I've had the misfortune of taking LSD when I was in the wrong headspace, in
the wrong place (i.e. bad set and setting). It was not a very pleasant
experience.

If your life is so desperate that you're taking opioids to try and dull the
pain of existence (which is a something different situation to progressing
from prescribed opioids to heroin addiction), then taking LSD really isn't the
solution and isn't necessarily a safer alternative. Physically safer, sure,
but LSD can fuck with your psyche in pretty nasty ways.

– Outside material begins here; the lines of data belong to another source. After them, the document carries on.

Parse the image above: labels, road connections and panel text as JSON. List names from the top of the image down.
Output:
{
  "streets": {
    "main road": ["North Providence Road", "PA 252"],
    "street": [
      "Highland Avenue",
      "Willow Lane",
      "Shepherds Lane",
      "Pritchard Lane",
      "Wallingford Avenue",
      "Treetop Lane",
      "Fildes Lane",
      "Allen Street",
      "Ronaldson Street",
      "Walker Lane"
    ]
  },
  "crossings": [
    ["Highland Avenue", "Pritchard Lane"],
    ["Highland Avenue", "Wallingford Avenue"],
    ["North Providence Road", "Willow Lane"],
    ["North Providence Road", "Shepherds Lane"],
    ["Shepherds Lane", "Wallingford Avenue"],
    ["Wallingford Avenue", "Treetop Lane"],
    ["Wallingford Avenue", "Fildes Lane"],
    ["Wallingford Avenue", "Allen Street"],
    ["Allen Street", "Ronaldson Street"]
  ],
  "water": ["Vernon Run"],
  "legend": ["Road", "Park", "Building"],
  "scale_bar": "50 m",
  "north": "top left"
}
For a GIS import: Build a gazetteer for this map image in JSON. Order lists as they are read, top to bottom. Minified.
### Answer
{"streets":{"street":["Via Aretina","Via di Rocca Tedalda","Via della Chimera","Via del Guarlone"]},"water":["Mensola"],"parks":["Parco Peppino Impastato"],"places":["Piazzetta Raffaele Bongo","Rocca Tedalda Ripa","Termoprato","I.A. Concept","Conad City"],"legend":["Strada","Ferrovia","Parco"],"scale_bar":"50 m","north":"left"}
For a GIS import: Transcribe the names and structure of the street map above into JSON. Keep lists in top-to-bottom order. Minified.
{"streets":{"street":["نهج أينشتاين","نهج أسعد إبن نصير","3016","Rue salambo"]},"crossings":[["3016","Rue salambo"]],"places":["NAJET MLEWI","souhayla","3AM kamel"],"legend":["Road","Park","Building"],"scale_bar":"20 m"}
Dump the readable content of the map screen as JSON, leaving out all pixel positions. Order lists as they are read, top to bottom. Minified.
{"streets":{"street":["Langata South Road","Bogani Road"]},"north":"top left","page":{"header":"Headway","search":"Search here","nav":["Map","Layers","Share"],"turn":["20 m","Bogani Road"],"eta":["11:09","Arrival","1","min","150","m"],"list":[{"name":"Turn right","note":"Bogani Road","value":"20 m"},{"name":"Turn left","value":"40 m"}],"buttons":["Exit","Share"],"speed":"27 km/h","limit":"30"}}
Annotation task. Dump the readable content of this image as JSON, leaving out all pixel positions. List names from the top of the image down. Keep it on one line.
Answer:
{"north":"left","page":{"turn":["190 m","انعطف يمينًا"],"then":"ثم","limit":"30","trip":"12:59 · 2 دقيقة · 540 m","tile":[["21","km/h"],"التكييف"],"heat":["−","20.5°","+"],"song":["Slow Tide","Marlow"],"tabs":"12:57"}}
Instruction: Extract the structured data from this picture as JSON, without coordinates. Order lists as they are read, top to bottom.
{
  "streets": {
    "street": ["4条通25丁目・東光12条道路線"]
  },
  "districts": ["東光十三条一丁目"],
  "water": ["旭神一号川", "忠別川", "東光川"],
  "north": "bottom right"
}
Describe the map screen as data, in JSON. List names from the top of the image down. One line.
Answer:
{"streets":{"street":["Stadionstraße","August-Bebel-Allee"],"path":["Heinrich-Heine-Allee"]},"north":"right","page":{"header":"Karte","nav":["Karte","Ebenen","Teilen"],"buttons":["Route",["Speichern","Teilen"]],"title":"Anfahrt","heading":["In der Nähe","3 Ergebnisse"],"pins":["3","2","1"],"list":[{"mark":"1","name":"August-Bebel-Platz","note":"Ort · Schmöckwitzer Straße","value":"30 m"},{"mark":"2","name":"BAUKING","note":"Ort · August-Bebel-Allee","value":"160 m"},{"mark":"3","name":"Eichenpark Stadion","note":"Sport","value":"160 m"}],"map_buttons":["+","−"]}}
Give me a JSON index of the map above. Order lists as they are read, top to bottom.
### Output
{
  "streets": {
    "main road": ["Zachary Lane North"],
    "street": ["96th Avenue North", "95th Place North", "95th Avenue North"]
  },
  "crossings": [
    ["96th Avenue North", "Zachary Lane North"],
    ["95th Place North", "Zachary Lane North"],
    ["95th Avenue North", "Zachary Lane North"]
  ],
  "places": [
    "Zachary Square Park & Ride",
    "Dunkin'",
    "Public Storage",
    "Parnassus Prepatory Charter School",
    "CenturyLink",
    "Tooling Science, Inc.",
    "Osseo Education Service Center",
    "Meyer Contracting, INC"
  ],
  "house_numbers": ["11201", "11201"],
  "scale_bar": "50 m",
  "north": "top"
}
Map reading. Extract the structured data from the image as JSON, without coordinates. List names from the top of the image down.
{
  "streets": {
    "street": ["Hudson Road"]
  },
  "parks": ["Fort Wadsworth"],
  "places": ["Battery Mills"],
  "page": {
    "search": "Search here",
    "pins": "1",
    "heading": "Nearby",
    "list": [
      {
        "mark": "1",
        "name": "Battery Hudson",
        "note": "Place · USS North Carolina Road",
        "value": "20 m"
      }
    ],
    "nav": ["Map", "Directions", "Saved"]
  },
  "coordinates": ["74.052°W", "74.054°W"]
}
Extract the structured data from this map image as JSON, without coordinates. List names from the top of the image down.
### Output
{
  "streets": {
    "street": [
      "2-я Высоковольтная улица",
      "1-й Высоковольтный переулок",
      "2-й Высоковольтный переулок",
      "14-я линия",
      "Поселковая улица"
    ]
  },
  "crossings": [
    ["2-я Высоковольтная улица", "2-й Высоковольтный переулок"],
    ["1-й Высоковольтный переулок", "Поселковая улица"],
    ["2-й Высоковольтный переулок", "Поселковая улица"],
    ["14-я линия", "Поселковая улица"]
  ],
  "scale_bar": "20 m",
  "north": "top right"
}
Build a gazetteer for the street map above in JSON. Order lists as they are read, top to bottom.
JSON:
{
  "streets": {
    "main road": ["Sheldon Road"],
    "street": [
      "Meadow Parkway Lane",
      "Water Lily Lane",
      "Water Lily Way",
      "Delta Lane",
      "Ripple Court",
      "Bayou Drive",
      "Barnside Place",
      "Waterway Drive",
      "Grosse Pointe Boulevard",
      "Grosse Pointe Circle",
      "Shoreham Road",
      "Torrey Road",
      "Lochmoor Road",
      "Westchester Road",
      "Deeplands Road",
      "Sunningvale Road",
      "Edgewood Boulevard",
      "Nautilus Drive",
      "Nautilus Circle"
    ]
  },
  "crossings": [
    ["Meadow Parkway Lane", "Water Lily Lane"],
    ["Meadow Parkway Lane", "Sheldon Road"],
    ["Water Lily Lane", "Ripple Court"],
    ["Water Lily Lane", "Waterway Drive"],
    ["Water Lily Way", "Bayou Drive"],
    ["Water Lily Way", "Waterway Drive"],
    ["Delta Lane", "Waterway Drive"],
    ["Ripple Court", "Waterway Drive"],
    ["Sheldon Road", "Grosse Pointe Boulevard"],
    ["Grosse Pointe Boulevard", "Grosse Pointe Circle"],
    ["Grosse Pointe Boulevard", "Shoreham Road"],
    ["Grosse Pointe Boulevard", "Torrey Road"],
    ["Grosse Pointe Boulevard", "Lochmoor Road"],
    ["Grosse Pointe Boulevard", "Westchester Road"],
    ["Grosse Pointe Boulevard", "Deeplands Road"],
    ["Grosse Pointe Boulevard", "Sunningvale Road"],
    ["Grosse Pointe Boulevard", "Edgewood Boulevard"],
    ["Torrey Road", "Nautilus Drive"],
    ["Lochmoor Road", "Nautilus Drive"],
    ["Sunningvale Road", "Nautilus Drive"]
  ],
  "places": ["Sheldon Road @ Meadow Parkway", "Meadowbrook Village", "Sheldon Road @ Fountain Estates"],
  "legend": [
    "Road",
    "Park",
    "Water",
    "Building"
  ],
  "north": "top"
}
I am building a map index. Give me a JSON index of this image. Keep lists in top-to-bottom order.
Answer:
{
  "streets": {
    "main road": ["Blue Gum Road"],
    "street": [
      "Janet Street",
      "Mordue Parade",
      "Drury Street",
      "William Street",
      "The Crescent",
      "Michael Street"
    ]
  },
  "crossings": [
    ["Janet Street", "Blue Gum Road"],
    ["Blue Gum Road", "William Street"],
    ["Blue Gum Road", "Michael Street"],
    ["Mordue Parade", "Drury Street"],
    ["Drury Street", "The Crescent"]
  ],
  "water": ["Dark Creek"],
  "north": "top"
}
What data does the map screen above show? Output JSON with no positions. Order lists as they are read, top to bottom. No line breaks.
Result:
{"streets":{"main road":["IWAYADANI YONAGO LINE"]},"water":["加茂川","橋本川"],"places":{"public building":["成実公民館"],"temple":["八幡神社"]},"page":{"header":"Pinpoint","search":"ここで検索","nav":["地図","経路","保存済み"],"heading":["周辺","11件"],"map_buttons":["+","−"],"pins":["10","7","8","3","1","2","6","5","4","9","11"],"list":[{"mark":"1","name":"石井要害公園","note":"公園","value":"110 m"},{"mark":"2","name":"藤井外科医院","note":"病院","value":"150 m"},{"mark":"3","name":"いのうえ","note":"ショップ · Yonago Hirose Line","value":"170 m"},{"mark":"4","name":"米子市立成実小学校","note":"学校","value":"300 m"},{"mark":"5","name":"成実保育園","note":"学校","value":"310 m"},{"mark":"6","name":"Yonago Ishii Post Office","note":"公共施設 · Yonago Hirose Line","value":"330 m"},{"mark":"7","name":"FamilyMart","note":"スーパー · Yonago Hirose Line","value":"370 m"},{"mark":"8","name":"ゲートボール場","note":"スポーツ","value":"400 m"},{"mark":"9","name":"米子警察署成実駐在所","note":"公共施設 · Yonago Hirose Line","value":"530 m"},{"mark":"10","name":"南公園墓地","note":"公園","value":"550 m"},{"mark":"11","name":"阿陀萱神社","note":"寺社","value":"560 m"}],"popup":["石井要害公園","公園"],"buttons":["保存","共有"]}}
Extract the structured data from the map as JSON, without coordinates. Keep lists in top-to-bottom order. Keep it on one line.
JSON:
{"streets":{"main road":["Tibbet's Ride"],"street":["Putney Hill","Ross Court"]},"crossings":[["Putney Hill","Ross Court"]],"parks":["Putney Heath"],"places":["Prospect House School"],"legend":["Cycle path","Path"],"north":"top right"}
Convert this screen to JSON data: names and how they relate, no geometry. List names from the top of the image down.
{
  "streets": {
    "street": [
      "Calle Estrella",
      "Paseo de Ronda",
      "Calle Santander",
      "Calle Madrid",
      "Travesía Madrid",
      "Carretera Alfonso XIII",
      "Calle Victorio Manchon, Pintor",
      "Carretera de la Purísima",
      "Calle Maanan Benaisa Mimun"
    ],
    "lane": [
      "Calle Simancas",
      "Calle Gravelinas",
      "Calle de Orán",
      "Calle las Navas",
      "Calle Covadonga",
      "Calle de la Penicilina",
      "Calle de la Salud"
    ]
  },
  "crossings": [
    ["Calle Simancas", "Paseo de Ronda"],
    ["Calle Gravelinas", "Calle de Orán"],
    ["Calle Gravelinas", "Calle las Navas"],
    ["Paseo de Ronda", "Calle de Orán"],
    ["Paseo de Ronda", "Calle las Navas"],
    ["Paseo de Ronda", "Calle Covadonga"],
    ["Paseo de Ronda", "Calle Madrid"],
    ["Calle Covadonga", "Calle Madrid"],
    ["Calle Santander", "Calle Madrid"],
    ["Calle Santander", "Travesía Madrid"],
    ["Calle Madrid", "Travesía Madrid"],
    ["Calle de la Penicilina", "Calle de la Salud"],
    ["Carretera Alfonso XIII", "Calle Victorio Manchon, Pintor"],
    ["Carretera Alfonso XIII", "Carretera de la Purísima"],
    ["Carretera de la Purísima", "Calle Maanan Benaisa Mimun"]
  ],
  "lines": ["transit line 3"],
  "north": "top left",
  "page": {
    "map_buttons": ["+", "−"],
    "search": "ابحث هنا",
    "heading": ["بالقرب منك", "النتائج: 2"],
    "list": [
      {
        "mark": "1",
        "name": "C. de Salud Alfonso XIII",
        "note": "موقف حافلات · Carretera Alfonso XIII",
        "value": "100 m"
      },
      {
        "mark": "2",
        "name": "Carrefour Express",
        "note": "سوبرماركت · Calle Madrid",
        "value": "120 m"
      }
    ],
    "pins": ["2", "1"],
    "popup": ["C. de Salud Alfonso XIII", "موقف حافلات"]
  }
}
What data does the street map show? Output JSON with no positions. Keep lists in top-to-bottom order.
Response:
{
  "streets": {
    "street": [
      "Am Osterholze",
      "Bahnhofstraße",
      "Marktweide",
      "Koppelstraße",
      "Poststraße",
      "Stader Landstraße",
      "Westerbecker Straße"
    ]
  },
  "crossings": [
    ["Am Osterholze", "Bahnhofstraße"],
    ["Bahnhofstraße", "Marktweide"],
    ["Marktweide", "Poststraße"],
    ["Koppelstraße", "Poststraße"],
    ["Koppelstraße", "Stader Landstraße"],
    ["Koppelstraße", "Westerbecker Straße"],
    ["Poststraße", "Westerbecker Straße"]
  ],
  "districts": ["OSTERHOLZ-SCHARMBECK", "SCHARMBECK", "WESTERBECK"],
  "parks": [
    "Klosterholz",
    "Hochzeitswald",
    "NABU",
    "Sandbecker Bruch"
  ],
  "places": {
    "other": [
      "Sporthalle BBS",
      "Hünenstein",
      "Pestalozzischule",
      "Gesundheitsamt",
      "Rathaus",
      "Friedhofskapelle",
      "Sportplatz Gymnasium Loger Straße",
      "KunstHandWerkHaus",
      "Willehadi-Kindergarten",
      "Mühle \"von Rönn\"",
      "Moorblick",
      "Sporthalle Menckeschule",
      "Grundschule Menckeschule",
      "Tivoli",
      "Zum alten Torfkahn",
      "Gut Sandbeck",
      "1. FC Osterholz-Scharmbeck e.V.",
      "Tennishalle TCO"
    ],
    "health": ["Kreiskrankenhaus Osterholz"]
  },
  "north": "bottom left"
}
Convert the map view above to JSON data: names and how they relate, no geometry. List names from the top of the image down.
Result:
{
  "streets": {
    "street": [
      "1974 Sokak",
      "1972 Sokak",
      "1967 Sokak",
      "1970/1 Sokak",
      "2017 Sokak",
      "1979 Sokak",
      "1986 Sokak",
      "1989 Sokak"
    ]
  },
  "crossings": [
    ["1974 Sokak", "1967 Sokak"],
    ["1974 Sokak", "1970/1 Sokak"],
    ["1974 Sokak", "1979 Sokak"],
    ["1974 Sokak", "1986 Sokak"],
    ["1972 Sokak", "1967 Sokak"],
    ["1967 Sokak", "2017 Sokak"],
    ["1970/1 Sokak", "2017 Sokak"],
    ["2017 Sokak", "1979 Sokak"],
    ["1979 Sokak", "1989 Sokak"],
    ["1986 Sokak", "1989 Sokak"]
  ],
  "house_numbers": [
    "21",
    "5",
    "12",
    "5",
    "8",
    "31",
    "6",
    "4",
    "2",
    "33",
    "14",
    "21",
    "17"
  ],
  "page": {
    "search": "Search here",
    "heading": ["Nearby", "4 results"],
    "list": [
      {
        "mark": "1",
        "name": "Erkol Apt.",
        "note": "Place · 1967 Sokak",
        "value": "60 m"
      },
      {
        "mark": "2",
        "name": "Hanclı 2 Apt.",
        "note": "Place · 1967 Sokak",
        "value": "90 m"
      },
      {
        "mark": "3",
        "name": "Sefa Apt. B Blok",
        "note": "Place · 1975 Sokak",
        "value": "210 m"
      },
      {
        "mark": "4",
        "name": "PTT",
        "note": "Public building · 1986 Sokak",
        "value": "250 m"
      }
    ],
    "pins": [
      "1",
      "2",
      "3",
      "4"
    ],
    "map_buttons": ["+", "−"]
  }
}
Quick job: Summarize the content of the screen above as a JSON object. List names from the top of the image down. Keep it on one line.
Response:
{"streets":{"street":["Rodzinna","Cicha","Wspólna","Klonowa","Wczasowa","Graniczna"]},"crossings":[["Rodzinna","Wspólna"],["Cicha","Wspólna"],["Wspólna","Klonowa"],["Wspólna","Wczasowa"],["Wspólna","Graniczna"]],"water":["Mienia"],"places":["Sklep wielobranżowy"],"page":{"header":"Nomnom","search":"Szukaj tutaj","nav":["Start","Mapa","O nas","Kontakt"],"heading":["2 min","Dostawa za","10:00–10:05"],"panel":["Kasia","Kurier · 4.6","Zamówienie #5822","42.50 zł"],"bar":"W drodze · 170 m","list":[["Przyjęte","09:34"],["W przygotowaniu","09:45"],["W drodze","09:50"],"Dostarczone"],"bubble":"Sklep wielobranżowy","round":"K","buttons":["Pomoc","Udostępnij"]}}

I'm not saying "poor people shouldn't take LSD", because I'm not a
hypocritical elitist. But I don't think it's really an alternative to opioids,
and don't think it would stop opioid abuse, you'd just be throwing more shit
into the mix.

Weed is a far more appropriate drug. At the end of the day though, drugs are
readily available wherever you are. People will take what they want to take.
Obviously people are taking opioids (or methamphetamine in some areas) despite
the ready availability of marijuana. If people wanted to take LSD, they'd be
able to find it easy enough (or it would find them).

------
aclsid
Anybody else felt that the study is kind of too broad and they kind of say,
yes it is partly because of the opiods but at the same time there is another
study that say it isn't. So I feel I literally read noise.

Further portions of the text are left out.